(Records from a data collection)
★ ★ ★ ★ ★ ★ ★
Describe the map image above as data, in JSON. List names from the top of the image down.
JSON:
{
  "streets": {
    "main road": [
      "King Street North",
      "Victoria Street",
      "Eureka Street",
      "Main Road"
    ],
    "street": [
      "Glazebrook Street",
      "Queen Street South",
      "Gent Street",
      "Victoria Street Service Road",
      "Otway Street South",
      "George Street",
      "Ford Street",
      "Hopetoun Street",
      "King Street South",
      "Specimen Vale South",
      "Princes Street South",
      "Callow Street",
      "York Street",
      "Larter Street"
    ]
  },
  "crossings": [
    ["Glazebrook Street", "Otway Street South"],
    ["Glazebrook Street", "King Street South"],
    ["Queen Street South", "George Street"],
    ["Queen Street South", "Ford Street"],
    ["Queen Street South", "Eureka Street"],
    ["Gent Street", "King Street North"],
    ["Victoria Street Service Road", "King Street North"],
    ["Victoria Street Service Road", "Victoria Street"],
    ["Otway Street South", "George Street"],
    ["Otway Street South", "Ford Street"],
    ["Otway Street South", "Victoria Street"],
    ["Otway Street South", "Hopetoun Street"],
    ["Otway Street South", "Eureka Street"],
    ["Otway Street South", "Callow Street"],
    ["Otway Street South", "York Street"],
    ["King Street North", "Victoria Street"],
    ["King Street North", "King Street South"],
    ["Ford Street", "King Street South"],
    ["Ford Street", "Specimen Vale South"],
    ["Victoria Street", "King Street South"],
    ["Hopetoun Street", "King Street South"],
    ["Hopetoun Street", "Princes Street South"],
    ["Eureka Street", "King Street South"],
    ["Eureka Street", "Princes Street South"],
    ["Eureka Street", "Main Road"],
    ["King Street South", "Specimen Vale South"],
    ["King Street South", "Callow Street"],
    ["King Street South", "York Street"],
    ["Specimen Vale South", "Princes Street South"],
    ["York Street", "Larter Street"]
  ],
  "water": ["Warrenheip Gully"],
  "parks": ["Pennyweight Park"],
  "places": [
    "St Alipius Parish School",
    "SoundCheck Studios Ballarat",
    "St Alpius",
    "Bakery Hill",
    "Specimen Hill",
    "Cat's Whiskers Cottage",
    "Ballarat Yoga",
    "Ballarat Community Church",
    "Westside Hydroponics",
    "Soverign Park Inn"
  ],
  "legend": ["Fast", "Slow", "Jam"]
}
★ ★ ★ ★ ★ ★ ★
__Task prompt__: Go through the lines above. Select every one that has the string "Queen".

__Result__:
      "Queen Street South",
    ["Queen Street South", "George Street"],
    ["Queen Street South", "Ford Street"],
    ["Queen Street South", "Eureka Street"],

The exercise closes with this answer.